Internet no ha salido todavía de sus cables, interruptores, enrutadores, procesadores y pantallas para manifestarse físicamente en el mundo real más allá de sus nombres propios. La Red no ha construido todavía sus propias iglesias, los templos donde propios y extraños puedan acceder al catecismo digital sin necesidad de morirse (conectarse) para comprobar si el cielo o el infierno existen en el ciberespacio. Lugares donde se pueda comprobar qué es exactamente Internet, cómo interrelaciona qué y con qué finalidad, dónde residen exactamente las oportunidades que tanto se pregonan, hasta qué punto y cómo modificará espacios físicos como los del hogar, el trabajo o la propia ciudad. No estamos hablando de los café-internet, donde tan sólo hay más de lo mismo que en nuestra casa o en el trabajo, pero en un ambiente distendido.

Las pasarelas para que todos los ciudadanos tengan la oportunidad de experimentar lo que significa construir redes, trabajar en redes, divertirse con las redes, aprender de las redes, etc., debieran ser espacios físicos urbanos concebidos como una conexión real, atómica, a Internet, donde es posible hacer presencialmente todo lo que ya hacemos virtualmente. Y con las mismas consecuencias, para lo bueno y para lo malo. Tal y como sucede con las iglesias.
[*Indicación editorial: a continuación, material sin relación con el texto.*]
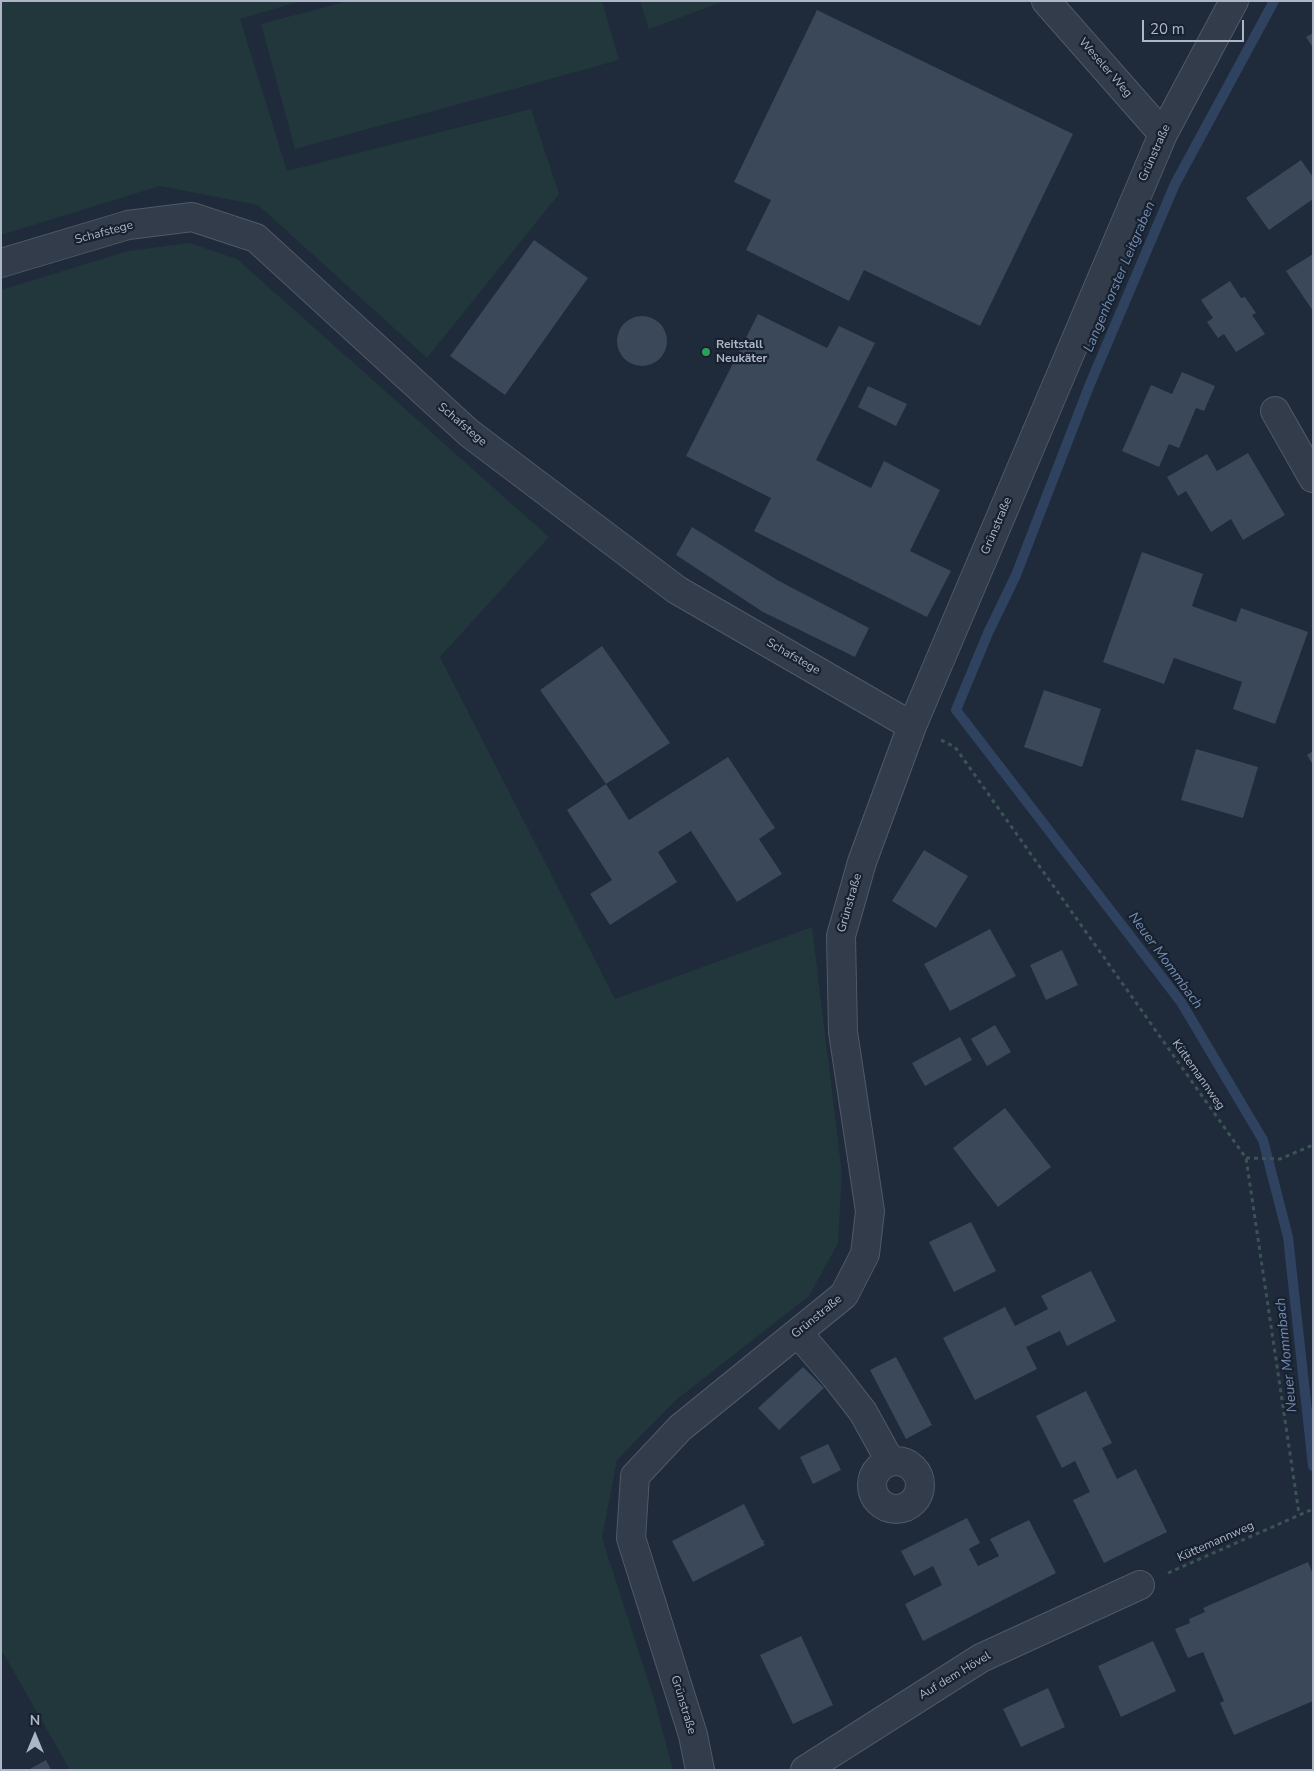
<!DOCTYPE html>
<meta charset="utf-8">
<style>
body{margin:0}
#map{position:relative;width:1314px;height:1771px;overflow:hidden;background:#1f2a3a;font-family:"Nunito Sans",sans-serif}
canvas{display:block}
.frame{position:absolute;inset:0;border:2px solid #adb6c7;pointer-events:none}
.north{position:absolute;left:10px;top:1711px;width:50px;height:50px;-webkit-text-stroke:4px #18212f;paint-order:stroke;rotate:0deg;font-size:14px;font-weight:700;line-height:20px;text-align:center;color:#adb6c7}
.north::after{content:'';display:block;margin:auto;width:18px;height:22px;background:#adb6c7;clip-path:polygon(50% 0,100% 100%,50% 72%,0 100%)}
.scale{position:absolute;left:1142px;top:20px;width:102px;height:22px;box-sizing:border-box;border:2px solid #adb6c7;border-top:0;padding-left:6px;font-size:15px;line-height:18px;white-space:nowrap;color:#adb6c7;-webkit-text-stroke:4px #18212f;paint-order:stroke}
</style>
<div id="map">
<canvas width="1314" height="1771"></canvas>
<div class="frame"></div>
<div class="north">N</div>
<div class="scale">20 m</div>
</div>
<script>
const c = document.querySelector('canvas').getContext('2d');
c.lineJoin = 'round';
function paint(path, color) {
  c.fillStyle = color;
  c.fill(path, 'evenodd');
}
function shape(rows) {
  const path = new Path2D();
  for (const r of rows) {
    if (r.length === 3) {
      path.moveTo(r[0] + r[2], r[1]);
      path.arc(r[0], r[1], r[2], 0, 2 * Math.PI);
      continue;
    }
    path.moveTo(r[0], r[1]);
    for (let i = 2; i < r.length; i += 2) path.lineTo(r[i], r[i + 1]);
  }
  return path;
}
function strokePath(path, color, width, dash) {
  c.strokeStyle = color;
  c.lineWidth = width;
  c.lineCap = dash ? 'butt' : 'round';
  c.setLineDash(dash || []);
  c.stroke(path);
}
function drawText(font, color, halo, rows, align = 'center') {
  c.font = font + ' "Nunito Sans",sans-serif';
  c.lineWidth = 4.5;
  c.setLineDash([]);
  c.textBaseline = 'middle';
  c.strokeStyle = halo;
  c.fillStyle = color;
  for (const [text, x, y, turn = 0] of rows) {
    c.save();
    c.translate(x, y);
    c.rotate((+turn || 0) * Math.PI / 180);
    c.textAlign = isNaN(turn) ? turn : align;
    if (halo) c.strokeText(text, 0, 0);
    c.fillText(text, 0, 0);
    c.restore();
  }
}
paint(shape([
 [1,1,301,1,240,19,287,171,531,109,559,194,427,358,258,205,160,186,1,235],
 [348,1,602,1,619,60,295,149,261,24],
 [640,1,725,1,649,29],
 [190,243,237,259,549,537,440,657,615,999,812,927,842,1174,838,1243,809,1296,676,1400,617,1460,602,1538,654,1699,673,1770,70,1770,3,1653,1,1653,1,290,128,251]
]), '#21373b');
strokePath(shape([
 [1274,1,1175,184,1090,384,1016,575,988,633,956,710,1181,1002,1263,1140,1288,1237,1313,1466]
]), '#2f4361', 10);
paint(shape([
 [817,10,1073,134,980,326,864,270,849,301,746,250,771,200,734,182],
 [1313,33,1313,48,1306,37],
 [1301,160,1313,177,1313,199,1269,230,1246,198],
 [534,240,588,278,505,395,450,356],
 [1313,254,1313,311,1286,271],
 [1230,281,1241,298,1245,297,1256,313,1252,315,1265,334,1236,352,1224,334,1218,338,1207,322,1213,318,1201,300],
 [758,314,827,348,839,326,875,343,816,460,871,488,884,461,940,490,910,551,951,571,927,617,754,531,771,498,686,456],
 [642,341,25],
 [1182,372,1215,386,1204,411,1196,408,1179,448,1169,444,1159,467,1122,451,1151,385,1172,394],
 [868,386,907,404,896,426,858,407],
 [1248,453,1285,515,1243,540,1231,519,1211,532,1186,491,1178,496,1167,477,1207,454,1217,471],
 [692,527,779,581,869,628,855,657,763,612,676,555],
 [1142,552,1203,574,1192,606,1236,622,1241,608,1308,632,1275,724,1233,709,1242,682,1174,658,1164,684,1103,662],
 [602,646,670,743,606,784,540,690],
 [1044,690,1101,709,1082,767,1024,747],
 [1196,749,1258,767,1243,818,1181,800],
 [1313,751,1313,765,1307,755],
 [728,757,775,828,759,839,782,874,737,902,691,831,658,852,677,882,610,925,590,894,612,880,567,810,606,784,629,820],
 [924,850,968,876,936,928,892,901],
 [990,929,1016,976,950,1011,924,964],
 [1062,950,1078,985,1046,1000,1030,965],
 [995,1025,1011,1052,987,1066,971,1039],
 [960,1037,972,1060,925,1086,912,1063],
 [1005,1108,1051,1167,998,1207,953,1148],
 [971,1222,996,1271,954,1292,929,1242],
 [1091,1271,1116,1321,1067,1346,1060,1331,1026,1347,1037,1369,975,1400,943,1338,1005,1307,1015,1326,1048,1309,1041,1296],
 [896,1357,932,1425,906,1439,870,1370],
 [803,1367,824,1388,779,1430,758,1408],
 [1086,1391,1112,1443,1102,1448,1117,1479,1136,1469,1167,1532,1104,1563,1073,1500,1090,1492,1075,1461,1062,1468,1036,1416],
 [828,1444,841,1470,813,1484,800,1457],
 [744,1504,762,1540,765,1541,763,1542,765,1545,693,1582,672,1541],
 [967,1518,980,1543,969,1549,978,1566,999,1556,990,1539,1029,1520,1056,1573,923,1641,905,1604,942,1585,933,1566,914,1576,901,1551],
 [1308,1562,1313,1574,1313,1701,1234,1735,1220,1703,1224,1701,1203,1652,1188,1658,1175,1629,1190,1623,1189,1619,1205,1612,1203,1608],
 [801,1636,833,1705,793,1724,760,1655],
 [1153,1641,1176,1691,1121,1717,1098,1666],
 [1048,1688,1065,1727,1021,1747,1003,1709],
 [46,1760,51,1770,28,1770]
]), '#3a485a');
const minor = shape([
 [1046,1,1163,134],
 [1,263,128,225,192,217,256,238,469,433,677,590,912,726],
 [1275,411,1313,478],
 [798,1333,835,1376,863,1412,890,1461],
 [896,1485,24],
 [700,1770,693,1735,631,1538,635,1476,680,1428,844,1295,865,1254,870,1211,843,1032,841,936,862,862,912,726,1163,134,1234,1],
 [805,1770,981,1658,1140,1585]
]);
strokePath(minor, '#505968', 30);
strokePath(shape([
 [941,740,955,747,1246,1158,1299,1514],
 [1246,1158,1280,1159,1313,1145],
 [1168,1573,1313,1509]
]), '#3b5355', 3, [4, 4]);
strokePath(minor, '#333c4a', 28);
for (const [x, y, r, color] of [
 [706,352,5,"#2e9e5b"]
]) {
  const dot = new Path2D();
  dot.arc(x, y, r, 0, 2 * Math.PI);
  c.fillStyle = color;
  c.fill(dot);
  strokePath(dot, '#18212f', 2);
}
drawText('12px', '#adb6c7', '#18212f', [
 ["Weseler Weg",1105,68,49],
 ["Grünstraße",1155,153,-66],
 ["Schafstege",104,233,-15],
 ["Schafstege",462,425,40],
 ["Grünstraße",997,526,-67],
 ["Schafstege",793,657,30],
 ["Grünstraße",850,903,-74],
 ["Küttemannweg",1198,1075,55],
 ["Grünstraße",817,1317,-39],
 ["Küttemannweg",1216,1542,-24],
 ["Auf dem Hövel",955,1676,-31],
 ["Grünstraße",683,1705,73]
]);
drawText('bold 12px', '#adb6c7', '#18212f', [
 ["Reitstall",716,345],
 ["Neukäter",716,359]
], 'left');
drawText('italic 14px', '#728cb2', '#18212f', [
 ["Langenhorster Leitgraben",1120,277,-67],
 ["Neuer Mommbach",1165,961,54],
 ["Neuer Mommbach",1287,1355,-96]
]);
</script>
Y así como éstas organizaron en el pasado el tejido urbano a partir de la plaza principal donde se erigía el campanario, ahora es necesario establecer los hitos digitales del paisaje urbano donde al pasar por los «edificios Internet» sepamos todos qué sucede ahí adentro sin necesidad de santiguarse. Edificios donde se crucen transversalmente los recursos culturales de la ciudad, se expresen demandas concretas de la ciudadanía y se facilite la cooperación e interrelación como si se estuviera conectado desde un ordenador.
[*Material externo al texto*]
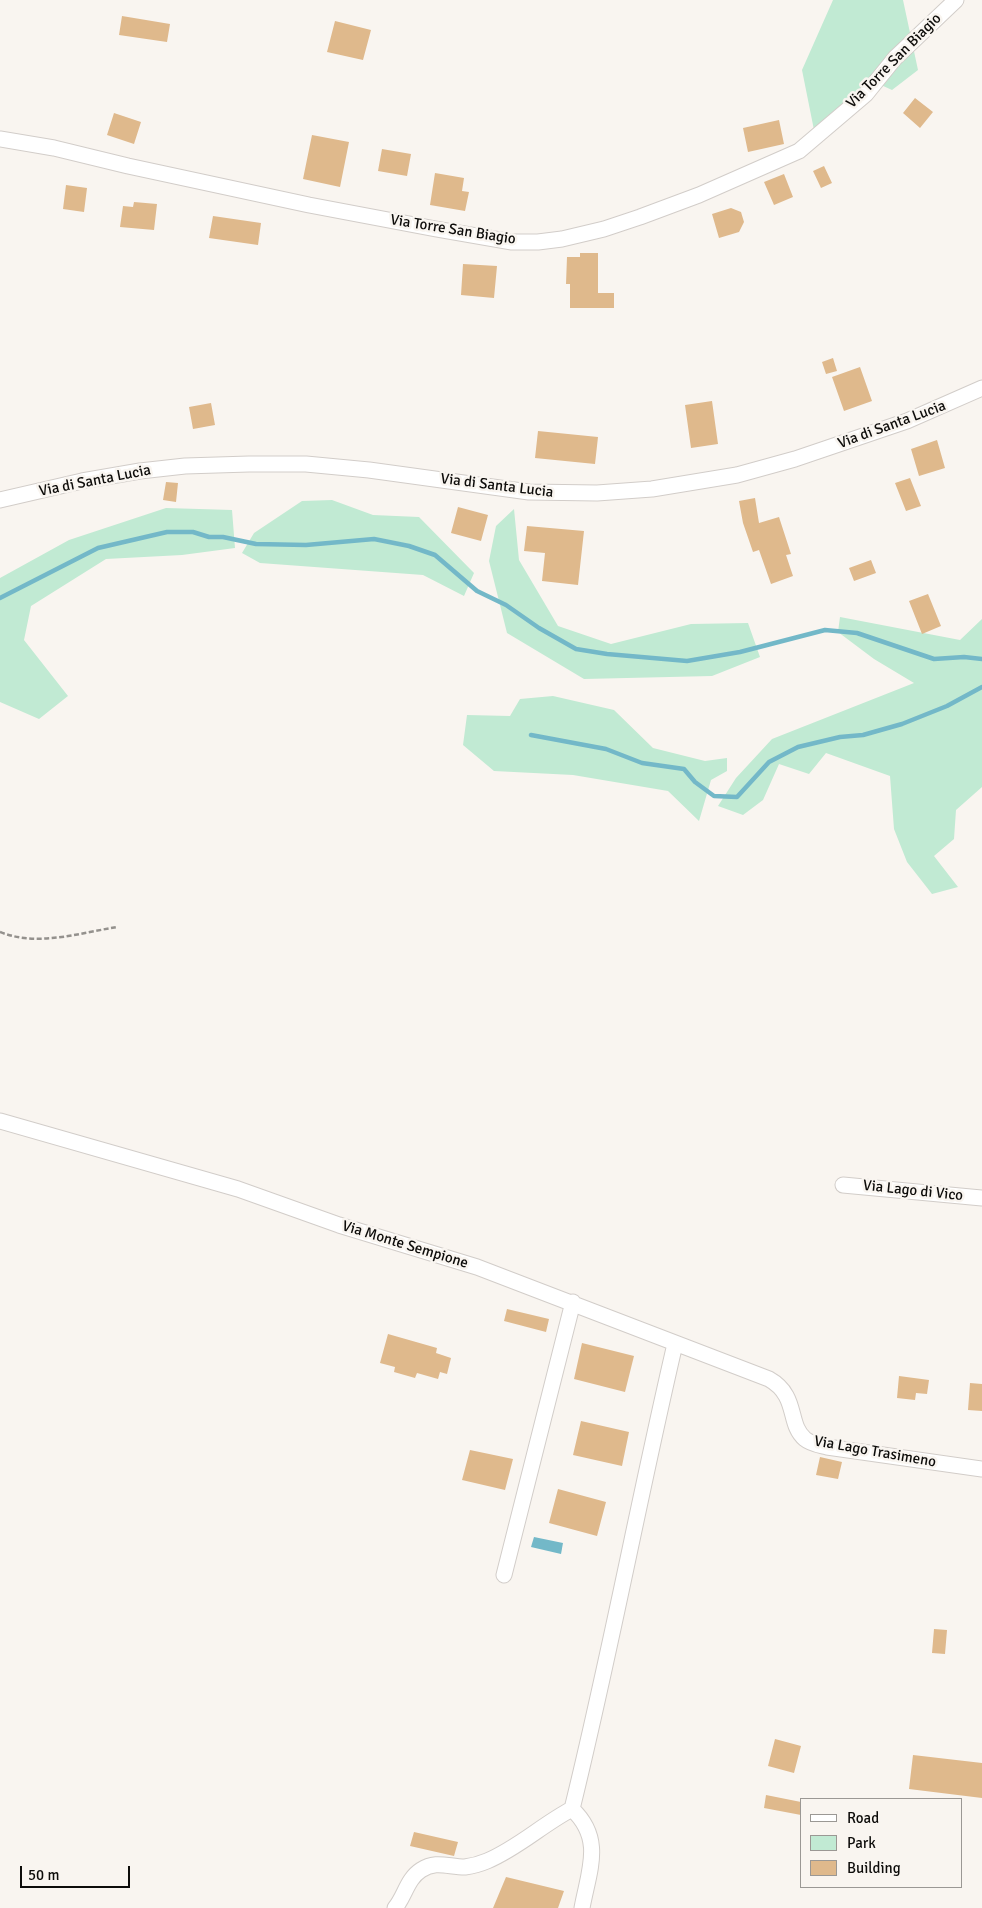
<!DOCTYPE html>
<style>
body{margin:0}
#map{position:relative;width:982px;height:1908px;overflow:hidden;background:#f9f5f0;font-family:Signika,sans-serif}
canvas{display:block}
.legend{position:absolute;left:800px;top:1798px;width:162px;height:90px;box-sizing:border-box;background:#f9f5f0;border:1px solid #9b9894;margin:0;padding:6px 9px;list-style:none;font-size:15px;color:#0d0c0a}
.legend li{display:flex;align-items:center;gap:10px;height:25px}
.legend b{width:25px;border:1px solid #9b9894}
.scale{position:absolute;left:20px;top:1866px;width:110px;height:22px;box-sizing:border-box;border:2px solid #0d0c0a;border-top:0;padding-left:6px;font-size:15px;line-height:18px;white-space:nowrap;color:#0d0c0a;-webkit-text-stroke:4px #f9f5f0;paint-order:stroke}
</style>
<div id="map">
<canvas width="982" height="1908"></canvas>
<ul class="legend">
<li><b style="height:6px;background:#fff"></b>Road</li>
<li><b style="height:14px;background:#c1ead3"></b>Park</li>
<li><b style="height:14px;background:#dfb98c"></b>Building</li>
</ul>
<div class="scale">50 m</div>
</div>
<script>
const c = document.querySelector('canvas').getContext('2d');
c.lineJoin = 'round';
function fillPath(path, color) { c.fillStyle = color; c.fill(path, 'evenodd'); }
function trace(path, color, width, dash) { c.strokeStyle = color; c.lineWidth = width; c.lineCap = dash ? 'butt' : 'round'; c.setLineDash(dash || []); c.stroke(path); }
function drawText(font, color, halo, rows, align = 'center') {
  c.font = font + ' Signika,sans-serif'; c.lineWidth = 5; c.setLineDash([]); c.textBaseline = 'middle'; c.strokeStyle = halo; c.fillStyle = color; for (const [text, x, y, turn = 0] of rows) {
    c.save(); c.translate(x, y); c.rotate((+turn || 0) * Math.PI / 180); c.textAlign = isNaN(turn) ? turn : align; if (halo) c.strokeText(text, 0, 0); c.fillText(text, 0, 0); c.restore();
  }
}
const green = new Path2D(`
 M833,0h70l15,70 -26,20 -22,-10 -41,42 -15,8 -12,-60z
 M332,500l41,15 46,2 55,56 -10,23 -41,-21 -163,-12 -18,-10 12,-20 48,-32z
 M166,508l66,2 3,38 -53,7 -76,4 -75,47 -7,34 44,56 -29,23 -39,-17v-124l69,-38z
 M514,509l5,51 39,66 53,18 80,-20 57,-1 12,34 -48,19 -128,3 -77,-46 -18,-72 7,-35z
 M840,617l120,23 22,-21v168l-26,23 -2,29 -20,17 24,31 -26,7 -25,-32 -13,-33 -4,-53 -64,-23 -17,21 -30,-10 -16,36 -20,15 -25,-9 18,-28 36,-39 142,-56 -40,-24 -36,-27z
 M553,696l61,14 39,38 52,13 22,-3v13l-16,9 -12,41 -31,-30 -95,-16 -79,-4 -31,-26 4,-30 43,1 10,-17z`);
const water = new Path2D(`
 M534,1537l29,6 -2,11 -30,-7z`);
const stream = new Path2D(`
 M0,598l98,-50 69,-16h26l16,5h14l33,7 50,1 68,-6 35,7 26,9 42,36 29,14 33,23 37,21 31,5 80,7 53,-9 85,-22 32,3 77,26 30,-2 18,2
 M531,735l75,14 36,14 42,6 11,13 19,14 23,1 32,-35 29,-15 42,-10 23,-2 39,-11 45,-18 35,-19`);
const building = new Path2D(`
 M122,16l48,8 -3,18 -48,-7z
 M335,21l36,9 -8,30 -36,-8z
 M915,98l18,14 -13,16 -17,-15z
 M114,113l27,9 -7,22 -27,-9z
 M779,120l5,24 -36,8 -5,-24z
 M312,135l37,7 -9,45 -37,-8z
 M382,149l29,5 -4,22 -29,-5z
 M824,166l8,17 -11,5 -8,-17z
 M435,173l29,5 -2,13 7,1 -4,19 -35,-6z
 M784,174l9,23 -19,8 -10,-23z
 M66,185l21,3 -3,24 -21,-3z
 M134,202l23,2 -3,26 -34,-3 3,-21 10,1z
 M731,208l10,4 3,10 -5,10 -20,6 -7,-24z
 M213,216l48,7 -3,22 -49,-7z
 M580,253h18v40h16v15h-44v-24h-4l1,-27h13z
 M463,264l34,2 -3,32 -33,-3z
 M833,358l4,13 -11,3 -4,-12z
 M860,367l12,34 -28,10 -12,-34z
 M712,401l6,43 -27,4 -6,-43z
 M211,403l4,22 -22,4 -4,-22z
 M538,431l60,6 -3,27 -60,-6z
 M937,440l8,28 -26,8 -8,-27z
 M910,478l11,28 -15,5 -11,-28z
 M166,482l12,1 -2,19 -13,-2z
 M755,498l4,25 20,-6 12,37 -5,1 7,21 -22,8 -12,-34 -6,2 -10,-29 -4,-22z
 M458,507l30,8 -7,26 -30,-8z
 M527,526l57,5 -6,54 -36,-4 3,-28 -21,-2z
 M871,560l5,13 -22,8 -5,-13z
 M928,594l13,32 -19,8 -13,-33z
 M507,1309l42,10 -3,13 -42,-11z
 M388,1334l49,14 -1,5 15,5 -4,16 -7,-2 -2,7 -21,-6 -2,5 -21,-6 1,-5 -15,-4z
 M582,1343l52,13 -9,36 -51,-13z
 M899,1376l30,4 -2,14 -11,-1 -1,7 -18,-2z
 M970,1383l12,1v27l-14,-1z
 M581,1421l48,11 -7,34 -49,-11z
 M470,1450l43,9 -8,31 -43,-10z
 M820,1457l22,5 -4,17 -22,-4z
 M558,1489l48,13 -9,34 -48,-13z
 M934,1629l13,1 -2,24 -13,-1z
 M775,1739l26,7 -7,27 -26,-7z
 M913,1755l69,8v35l-73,-9z
 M766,1795l35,7v13l-37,-7z
 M414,1832l44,10 -4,14 -44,-10z
 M506,1877l58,14 -6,17h-65z`);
const path = new Path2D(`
 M0,932c37,15 80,1 117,-5`);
const minor = new Path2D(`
 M0,139l54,9 74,18 181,39 127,24 76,13h26l24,-3 42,-10 36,-12 59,-22 100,-44 67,-57 29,-36 61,-58
 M0,500l82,-19 58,-10 45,-5 64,-2h57l63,6 160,22 68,1 55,-4 85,-14 58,-16 112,-38 75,-33
 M0,1121l238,68 101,36 138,42 292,112c30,17 18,45 36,60 6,5 14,6 22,8l155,22
 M843,1185l139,13
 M504,1575l69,-273
 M395,1908c10,-12 12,-29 26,-38 15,-10 27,-3 44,-3 7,-1 15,-3 22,-6 31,-13 56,-37 85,-52
 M582,1908c7,-38 22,-69 -10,-99 38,-154 67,-311 103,-465`);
const streetNames = [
 ["Via Torre San Biagio",894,61,-45],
 ["Via Torre San Biagio",453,230,9],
 ["Via di Santa Lucia",892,425,-20],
 ["Via di Santa Lucia",95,481,-11],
 ["Via di Santa Lucia",497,486,7],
 ["Via Lago di Vico",913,1191,6],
 ["Via Monte Sempione",405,1245,17],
 ["Via Lago Trasimeno",875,1452,10]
];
fillPath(green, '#c1ead3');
fillPath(water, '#73b8c8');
trace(stream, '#73b8c8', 4.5);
fillPath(building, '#dfb98c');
trace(minor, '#d2cdc9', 17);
trace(path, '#94918d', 2.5, [5, 2.5]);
trace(minor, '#fff', 15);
drawText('15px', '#0d0c0a', '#f9f5f0', streetNames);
</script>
Estos espacios pueden crearse para satisfacer objetivos genéricos, como es apreciar los cambios que la Red introducirá en el hogar o el trabajo, u objetivos específicos, como pueden ser las Casas del Conocimiento (antes librerías), Casas de la Cultura (ante museos) o Casas del Aprendizaje (antes escuelas). En estos, la integración de servicios procedentes de áreas consideradas ahora remotas o no-relacionadas, pero de hecho de una gran vecindad entre ellas gracias a Internet, permitirían apreciar el por qué de las nuevas denominaciones y el sentido del cambio cultural. Otro día, nos explayaremos sobre el contenido de estas iglesias, de las piedras sobre las que se fundará la existencia real de la Red.